Exercise goal: In the data below, find the line that contains "const g = document.querySelector('canvas').getContext('2d');" and the line that contains "M590 814 615 837 582 873 558 850Z". Copy both, plus every line between them, exactly.

Raw data:
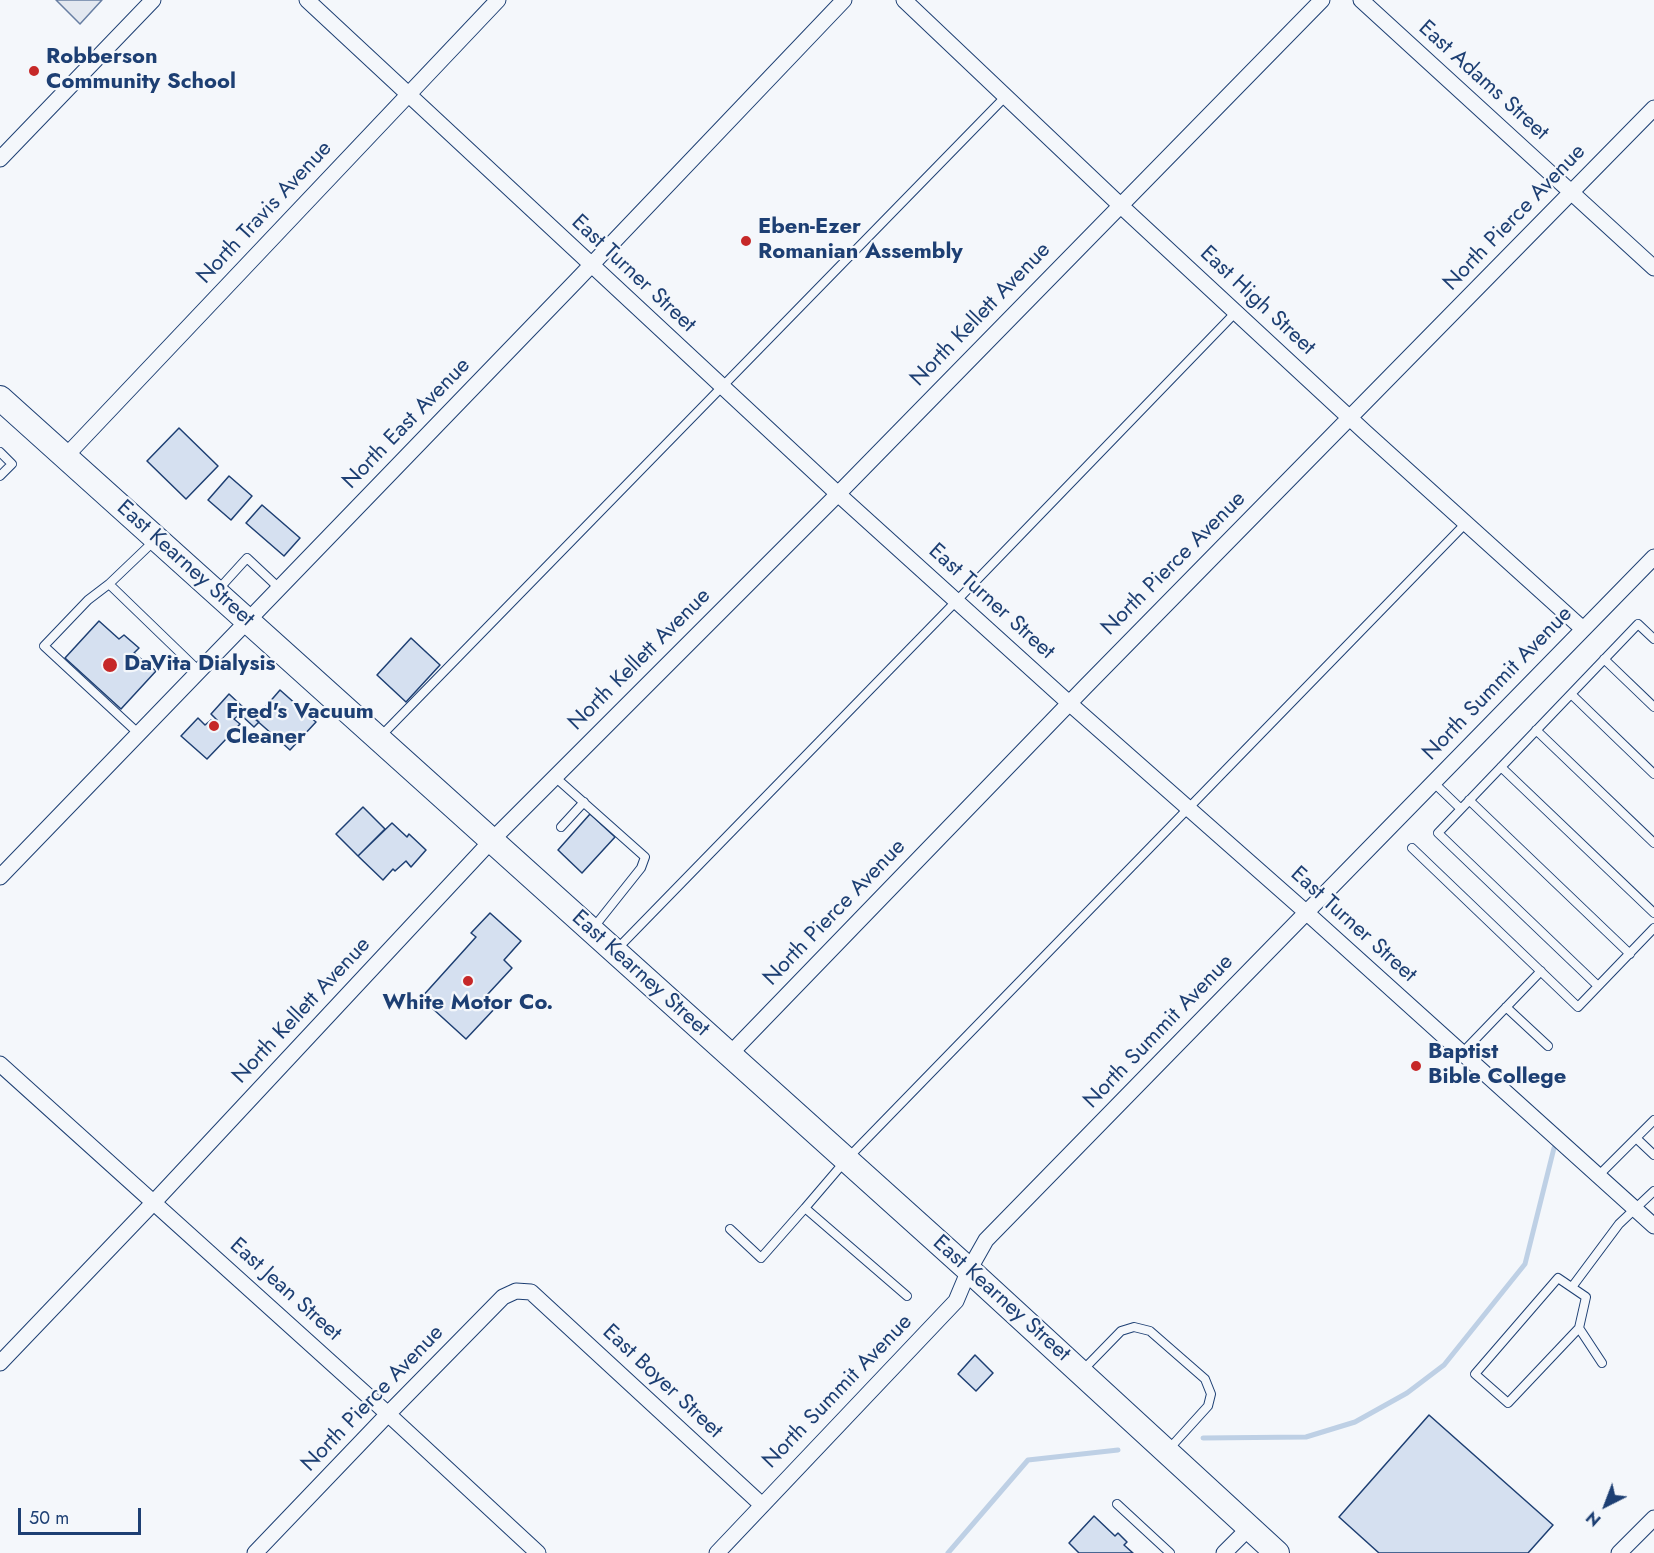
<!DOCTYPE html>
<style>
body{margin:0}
#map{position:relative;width:1654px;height:1553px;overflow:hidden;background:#f4f7fb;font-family:Jost,sans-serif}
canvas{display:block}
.north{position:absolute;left:1576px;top:1475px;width:60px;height:60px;-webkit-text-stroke:4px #f4f7fb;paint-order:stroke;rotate:222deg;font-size:16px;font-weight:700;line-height:24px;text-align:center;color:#1d3f73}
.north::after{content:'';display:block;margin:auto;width:21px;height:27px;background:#1d3f73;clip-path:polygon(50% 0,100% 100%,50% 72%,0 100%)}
.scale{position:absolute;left:18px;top:1508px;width:123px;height:27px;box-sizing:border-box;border:3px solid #1d3f73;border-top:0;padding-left:8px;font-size:18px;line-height:21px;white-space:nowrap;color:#1d3f73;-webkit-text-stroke:4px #f4f7fb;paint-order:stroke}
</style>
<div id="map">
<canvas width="1654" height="1553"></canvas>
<div class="north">N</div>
<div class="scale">50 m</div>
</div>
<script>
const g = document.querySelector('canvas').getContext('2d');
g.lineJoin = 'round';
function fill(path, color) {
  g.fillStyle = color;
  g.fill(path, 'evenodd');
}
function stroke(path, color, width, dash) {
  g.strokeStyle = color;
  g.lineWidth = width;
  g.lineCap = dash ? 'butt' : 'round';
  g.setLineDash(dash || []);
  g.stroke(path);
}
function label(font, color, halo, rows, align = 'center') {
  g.font = font + ' Jost,sans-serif';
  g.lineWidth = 4.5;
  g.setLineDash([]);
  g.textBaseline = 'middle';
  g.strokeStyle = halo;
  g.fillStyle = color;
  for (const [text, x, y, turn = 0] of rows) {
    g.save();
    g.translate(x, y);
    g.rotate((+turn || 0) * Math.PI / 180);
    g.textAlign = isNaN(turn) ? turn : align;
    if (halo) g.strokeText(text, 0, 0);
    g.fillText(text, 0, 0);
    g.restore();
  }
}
const parking = new Path2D(`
 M56 0H102L80 24Z`);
const stream = new Path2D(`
 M1203 1438 1306 1437 1355 1422 1407 1393 1444 1365 1525 1264 1554 1148
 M948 1553 1028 1460 1118 1450`);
const building = new Path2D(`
 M179 428 218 466 186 499 147 461Z
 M229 476 252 496 231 520 208 500Z
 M262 505 300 538 284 556 246 523Z
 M99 621 119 639 124 635 139 648 134 653 156 671 121 709 65 658Z
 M411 638 440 665 406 702 377 675Z
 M280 690 316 722 290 750 255 719Z
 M229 694 259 722 254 727 240 714 234 719 240 724 231 734 228 733 227 734 229 736 207 759 181 736 198 718 205 725 211 720 215 723 217 720 211 714Z
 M363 807 385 829 358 856 336 834Z
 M590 814 615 837 582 873 558 850Z
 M392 823 407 837 409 834 426 850 411 867 406 861 395 871 393 869 383 880 358 856Z
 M490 913 521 941 504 960 512 968 487 995 498 1005 466 1039 421 998 476 937 471 933Z
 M975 1355 993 1373 976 1391 958 1374Z
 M1429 1415 1553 1525 1528 1553H1379L1339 1517Z
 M1094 1516 1115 1536 1118 1533 1127 1542 1124 1545 1133 1553H1079L1069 1543Z`);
const service = new Path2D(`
 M0 452 12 464 0 476
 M153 542 109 584 199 671
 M109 584 88 600 44 646 139 734
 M217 591 247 558 279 588
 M1604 659 1654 707
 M1571 694 1654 774
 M1536 730 1654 843
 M380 737 1006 96
 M1501 767 1654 913
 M555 777 645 857 641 868 594 927
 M1434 783 1461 809
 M1469 800 1630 954
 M561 827 584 802
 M1412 848 1578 1007 1654 928
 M618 948 972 585 1236 312
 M1598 986 1438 833 1638 624 1654 639
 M1506 1007 1548 1046
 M1462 1053 1541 971
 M1636 1138 1654 1155
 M1598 1176 1654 1120
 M730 1229 761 1258 805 1208
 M1558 1278 1586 1297 1579 1328 1508 1403 1475 1374Z
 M1572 1287 1619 1224 1654 1191
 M907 1296 805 1208 846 1160 1466 523
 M1579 1328 1602 1363
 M1083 1370 1121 1331 1134 1327 1150 1331 1205 1379 1211 1394 1208 1406 1169 1449
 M1117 1504 1170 1553`);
const minor = new Path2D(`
 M307 0 838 494 1069 703 1307 913 1654 1226
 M904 0 1120 205 1366 433 1583 629
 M1361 0 1654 268
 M0 159 153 0
 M65 457 498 0
 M0 877 577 280 844 0
 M729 1055 1085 687 1654 108
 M0 1064 388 1414 538 1553
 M0 1363 154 1202 492 840 838 494 1322 0
 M255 1553 388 1414 503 1297 516 1291 531 1292 762 1505
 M717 1553 956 1301 969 1270 986 1240 1654 557
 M1224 1553 1249 1528
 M1619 1553 1654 1518`);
const primary = new Path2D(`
 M0 398 969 1270 1277 1553`);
const markers = [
 [34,71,6,"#c62828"],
 [746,241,6,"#c62828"],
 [110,665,8,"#c62828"],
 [214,726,6,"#c62828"],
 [468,981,6,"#c62828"],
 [1416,1066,6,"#c62828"]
];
const poiNames = [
 ["Robberson",46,58],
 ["Community School",46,83],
 ["Eben-Ezer",758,228],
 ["Romanian Assembly",758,253],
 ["DaVita Dialysis",124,665],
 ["Fred's Vacuum",226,713],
 ["Cleaner",226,738],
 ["White Motor Co.",468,1004,"center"],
 ["Baptist",1428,1053],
 ["Bible College",1428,1078]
];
const streetNames = [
 ["East Adams Street",1483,81,42],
 ["North Travis Avenue",265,213,-47],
 ["North Pierce Avenue",1515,218,-46],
 ["East Turner Street",633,274,43],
 ["East High Street",1257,301,43],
 ["North Kellett Avenue",981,315,-46],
 ["North East Avenue",407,424,-46],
 ["East Kearney Street",185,564,42],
 ["North Pierce Avenue",1174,564,-45],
 ["East Turner Street",991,602,42],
 ["North Kellett Avenue",640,660,-45],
 ["North Summit Avenue",1498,684,-46],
 ["North Pierce Avenue",835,913,-46],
 ["East Turner Street",1353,925,42],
 ["East Kearney Street",640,974,42],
 ["North Kellett Avenue",302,1011,-47],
 ["North Summit Avenue",1159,1032,-46],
 ["East Jean Street",285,1290,42],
 ["East Kearney Street",1001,1299,42],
 ["East Boyer Street",662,1382,43],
 ["North Summit Avenue",838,1392,-46],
 ["North Pierce Avenue",373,1399,-46]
];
fill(parking, '#e3e8f0');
stroke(parking, '#687fa3', 1.5);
stroke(stream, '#bed0e5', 5);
fill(building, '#d5e0f0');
stroke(building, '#1d3f73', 1.5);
stroke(service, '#1d3f73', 10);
stroke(minor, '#1d3f73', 17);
stroke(primary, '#1d3f73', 26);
stroke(service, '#f4f7fb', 8);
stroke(minor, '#f4f7fb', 15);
stroke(primary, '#f4f7fb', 24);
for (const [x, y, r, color] of markers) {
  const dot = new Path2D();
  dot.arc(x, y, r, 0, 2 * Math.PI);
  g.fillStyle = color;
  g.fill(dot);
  stroke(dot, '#f4f7fb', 2);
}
label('bold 22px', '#1d3f73', '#f4f7fb', poiNames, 'left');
label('22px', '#1d3f73', '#f4f7fb', streetNames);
</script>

Reply:
const g = document.querySelector('canvas').getContext('2d');
g.lineJoin = 'round';
function fill(path, color) {
  g.fillStyle = color;
  g.fill(path, 'evenodd');
}
function stroke(path, color, width, dash) {
  g.strokeStyle = color;
  g.lineWidth = width;
  g.lineCap = dash ? 'butt' : 'round';
  g.setLineDash(dash || []);
  g.stroke(path);
}
function label(font, color, halo, rows, align = 'center') {
  g.font = font + ' Jost,sans-serif';
  g.lineWidth = 4.5;
  g.setLineDash([]);
  g.textBaseline = 'middle';
  g.strokeStyle = halo;
  g.fillStyle = color;
  for (const [text, x, y, turn = 0] of rows) {
    g.save();
    g.translate(x, y);
    g.rotate((+turn || 0) * Math.PI / 180);
    g.textAlign = isNaN(turn) ? turn : align;
    if (halo) g.strokeText(text, 0, 0);
    g.fillText(text, 0, 0);
    g.restore();
  }
}
const parking = new Path2D(`
 M56 0H102L80 24Z`);
const stream = new Path2D(`
 M1203 1438 1306 1437 1355 1422 1407 1393 1444 1365 1525 1264 1554 1148
 M948 1553 1028 1460 1118 1450`);
const building = new Path2D(`
 M179 428 218 466 186 499 147 461Z
 M229 476 252 496 231 520 208 500Z
 M262 505 300 538 284 556 246 523Z
 M99 621 119 639 124 635 139 648 134 653 156 671 121 709 65 658Z
 M411 638 440 665 406 702 377 675Z
 M280 690 316 722 290 750 255 719Z
 M229 694 259 722 254 727 240 714 234 719 240 724 231 734 228 733 227 734 229 736 207 759 181 736 198 718 205 725 211 720 215 723 217 720 211 714Z
 M363 807 385 829 358 856 336 834Z
 M590 814 615 837 582 873 558 850Z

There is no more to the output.